Es fácil ver cómo la inestabilidad de los países suele vincularse con la resistencia a seguir reglas de juego, de hecho. En Latinoamérica, con instituciones relativamente jóvenes, poco consolidadas y vulnerables a la personalización de la política, la irrupción de los populismos y mesías de turno, se ha traducido no en ánimo de avance a partir de lo hecho, sino en deseo compulsivo de refundación, de eterno reinicio. Al margen de su potencial eficacia, la continuidad de políticas heredadas suele verse como parte de un pasado por borrar.
En el afán por sustituir la democracia representativa con presuntas democracias “directas”, no han faltado así movimientos autoritarios que resucitaron la fórmula de las asambleas constituyentes del siglo XVIII, pero para hacer lo opuesto de aquellas: desmontar el sistema de partidos, apropiarse del Estado e inhibir sus delicados equilibrios. El resultado salta a la vista. Un tercio de los presidentes elegidos desde que se inauguró la ola de democratizaciones en la región ha quebrantado las reglas de la democracia (Latinobarómetro, informe 2023). La modificación ocasional de los límites de la reelección para favorecer a ciertos candidatos, o el retroceso en los procesos de descentralización, por ejemplo, han sido algunos de los síntomas de ese desarreglo. Venezuela, contagiada en su momento por la calentura revolucionaria y divorciada del espíritu de amplio consenso que signó a la Constitución de 1961, ilustra el cuadro más agudo.
No ha ocurrido igual en países con democracias parlamentarias como las europeas, dice también el informe, donde “se puede gobernar durante una década, pero dentro de reglas previamente acordadas”. Democracias que bregan con crisis propias y enemigos íntimos, no menos deletéreos, pero blindadas con armazones institucionales y constituciones normativas (la “Ley suprema” norteamericana, con más de dos siglos de historia, es un caso emblemático) cuya garantía de protección a derechos fundamentales no puede ser desfigurada por tejemanejes de individuos o grupos de poder asidos a mayorías circunstanciales. He allí una cualidad, un compromiso estable con los pactos y mediaciones que evita que a la incertidumbre propia del contexto se sume la perturbación que introducen estos jugadores normofóbicos. Muchos de los cuales, por cierto, en su ansia por demostrar que la realidad se equivoca, exhiben un sello, una excentricidad casi salvaje que obliga a prestarles atención, aunque no lo queramos.
¿Convertir lo excepcional en normalidad, por aversión a las reglas, hablaría acá de cierto lastre cultural; uno que, hermoseado por la idea de la subversión, aparece como fórmula de reparación radical y sin esperas, ciego al camino plausible de las enmiendas y reformas?.
En El laberinto de los tres minotauros (1994), J.M. Briceño Guerrero desgranaba esas contradicciones que gobiernan la conciencia colectiva latinoamericana.

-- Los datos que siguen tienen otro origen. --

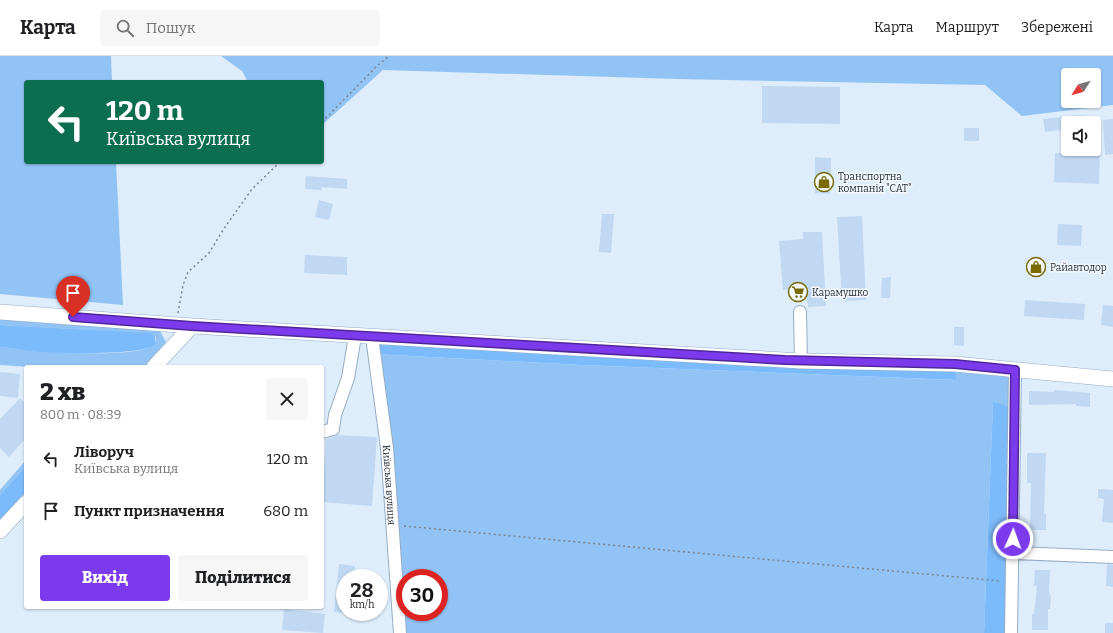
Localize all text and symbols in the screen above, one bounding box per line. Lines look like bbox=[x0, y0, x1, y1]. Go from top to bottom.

Habla así de la coexistencia de los valores de la modernidad con lógicas culturales antagónicas, la cristiana-feudal del Discurso mantuano y la de la nostálgica, mítica rebeldía frente a la autoridad, nutriendo al Discurso salvaje. Sanar los entuertos, reflexionar a fondo sobre nuestros fracasos y reincidencias, quizás implica considerar los resabios de ciertos traumas colectivos. Esos, que si no son gestionados —como señala la experta Flavia Valgiusti—, tienden a convertirse en destino.